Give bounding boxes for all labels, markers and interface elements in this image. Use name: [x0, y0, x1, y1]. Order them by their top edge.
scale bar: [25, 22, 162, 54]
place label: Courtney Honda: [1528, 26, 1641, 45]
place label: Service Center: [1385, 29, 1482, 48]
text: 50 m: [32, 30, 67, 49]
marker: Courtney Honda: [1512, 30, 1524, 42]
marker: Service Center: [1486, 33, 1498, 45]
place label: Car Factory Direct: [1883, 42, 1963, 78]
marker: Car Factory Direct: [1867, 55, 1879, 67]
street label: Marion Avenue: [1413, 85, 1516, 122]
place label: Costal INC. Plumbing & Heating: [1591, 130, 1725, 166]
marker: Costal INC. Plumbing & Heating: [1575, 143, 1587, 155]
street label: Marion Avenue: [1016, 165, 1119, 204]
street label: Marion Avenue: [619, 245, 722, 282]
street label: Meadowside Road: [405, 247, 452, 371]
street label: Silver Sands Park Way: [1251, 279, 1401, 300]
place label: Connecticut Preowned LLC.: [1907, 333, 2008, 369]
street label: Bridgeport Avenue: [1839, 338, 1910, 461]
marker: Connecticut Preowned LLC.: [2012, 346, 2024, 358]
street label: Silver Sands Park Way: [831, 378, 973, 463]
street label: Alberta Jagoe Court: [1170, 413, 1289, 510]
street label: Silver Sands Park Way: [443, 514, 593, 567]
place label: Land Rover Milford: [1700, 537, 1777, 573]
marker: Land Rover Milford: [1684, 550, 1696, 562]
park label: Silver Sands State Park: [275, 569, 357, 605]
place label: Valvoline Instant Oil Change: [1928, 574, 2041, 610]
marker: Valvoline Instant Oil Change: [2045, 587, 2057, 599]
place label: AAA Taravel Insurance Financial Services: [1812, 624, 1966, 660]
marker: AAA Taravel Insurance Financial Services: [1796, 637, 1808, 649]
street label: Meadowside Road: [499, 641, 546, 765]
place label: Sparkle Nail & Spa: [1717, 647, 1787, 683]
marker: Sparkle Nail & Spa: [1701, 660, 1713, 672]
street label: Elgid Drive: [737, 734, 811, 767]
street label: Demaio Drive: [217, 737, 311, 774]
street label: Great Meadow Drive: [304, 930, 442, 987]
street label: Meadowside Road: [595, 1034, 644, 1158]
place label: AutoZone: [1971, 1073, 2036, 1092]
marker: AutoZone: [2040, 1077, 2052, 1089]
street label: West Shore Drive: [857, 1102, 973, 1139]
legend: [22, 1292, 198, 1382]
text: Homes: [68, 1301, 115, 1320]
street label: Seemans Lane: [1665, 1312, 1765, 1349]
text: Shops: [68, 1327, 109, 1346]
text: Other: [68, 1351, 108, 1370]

*EXERCISE DETAILS:*
Could you copy out every line in the listing where the word "Factory" appears?

*SOLUTION BELOW:*
place label: Car Factory Direct: [1883, 42, 1963, 78]
marker: Car Factory Direct: [1867, 55, 1879, 67]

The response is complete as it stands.